Dans le brouillard

Journée splendide comme attendue, pour peu qu’on vive à plus de 500m d’altitude (à quelque chose près, en fonction des particularités locales). Car ce matin, en dessous de 500m, c’était brouillard dense, alors qu’au-dessus, régnait sans réserve un vaste soleil. Ça tombe bien, le village est à 600m.

Une bonne fraîcheur aussi. Les températures à Mauzun n’auront guère dépassé 5°C cet après-midi.

Alors pourquoi, au lieu de jouir de ce grand beau temps, aller précisément passer la matinée dans le brouillard ? Hé bien : parce que Mademoiselle Delphine Dora voulait tester les enregistrements audio autour des étangs de l’écopole de Pérignat “dans le brouillard”. Bon, soit. Mais le deal, c’est que demain, pour se rattraper, on ira à la montagne ! D’acc, ça roule ! (On n’est pas compliqué en fait, on s’entend bien).

Iris adore cet endroit, les rives de l’Allier et les étangs. Regrette juste de n’avoir pas la permission d’aller approcher les zoziaux d’un peu plus près. Mais je te jure “sur la tête de Capou” (ça va pas non ?), c’est pas pour les manger, juste que j’aime bien les voir s’envoler. Tu m’en diras tant ma belle !

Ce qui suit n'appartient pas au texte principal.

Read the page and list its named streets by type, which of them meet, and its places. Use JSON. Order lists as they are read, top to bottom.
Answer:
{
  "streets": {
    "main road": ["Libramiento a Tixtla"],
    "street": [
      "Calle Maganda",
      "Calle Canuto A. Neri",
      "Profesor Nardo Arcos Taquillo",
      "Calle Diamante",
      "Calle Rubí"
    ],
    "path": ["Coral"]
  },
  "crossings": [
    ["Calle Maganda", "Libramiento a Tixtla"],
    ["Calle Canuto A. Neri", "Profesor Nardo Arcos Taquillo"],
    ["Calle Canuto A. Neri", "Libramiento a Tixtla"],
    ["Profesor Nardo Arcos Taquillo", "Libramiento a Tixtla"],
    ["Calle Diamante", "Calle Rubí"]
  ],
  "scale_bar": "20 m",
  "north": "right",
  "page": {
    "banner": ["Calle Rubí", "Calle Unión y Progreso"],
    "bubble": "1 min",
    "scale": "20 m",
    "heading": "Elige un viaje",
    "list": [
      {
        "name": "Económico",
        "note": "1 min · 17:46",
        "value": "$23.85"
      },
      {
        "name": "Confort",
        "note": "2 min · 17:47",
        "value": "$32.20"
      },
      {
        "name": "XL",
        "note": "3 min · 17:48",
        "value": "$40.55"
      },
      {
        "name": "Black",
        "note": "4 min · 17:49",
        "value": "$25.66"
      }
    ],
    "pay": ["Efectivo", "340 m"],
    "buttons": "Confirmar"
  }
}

Ça discutait sec chez les zoziaux justement, genre réunion politique ou je ne sais quoi. Et puis ce brouillard n’est-ce pas donne envie de se noyer. Oui, je sais, j’ai des idées pas communes. Le brouillard m’a toujours fait cet effet-là, m’attire dangereusement (suis pas le seul, j’en connais quelques autres, des montagnards souvent). On voudrait (je voudrais) y disparaître tout à fait, l’ennui, évidemment, c’est qu’il n’est pas suffisamment dense et qu’au fur et à mesure qu’on s’en approche, il semble reculer, vous refuse et vous rejette.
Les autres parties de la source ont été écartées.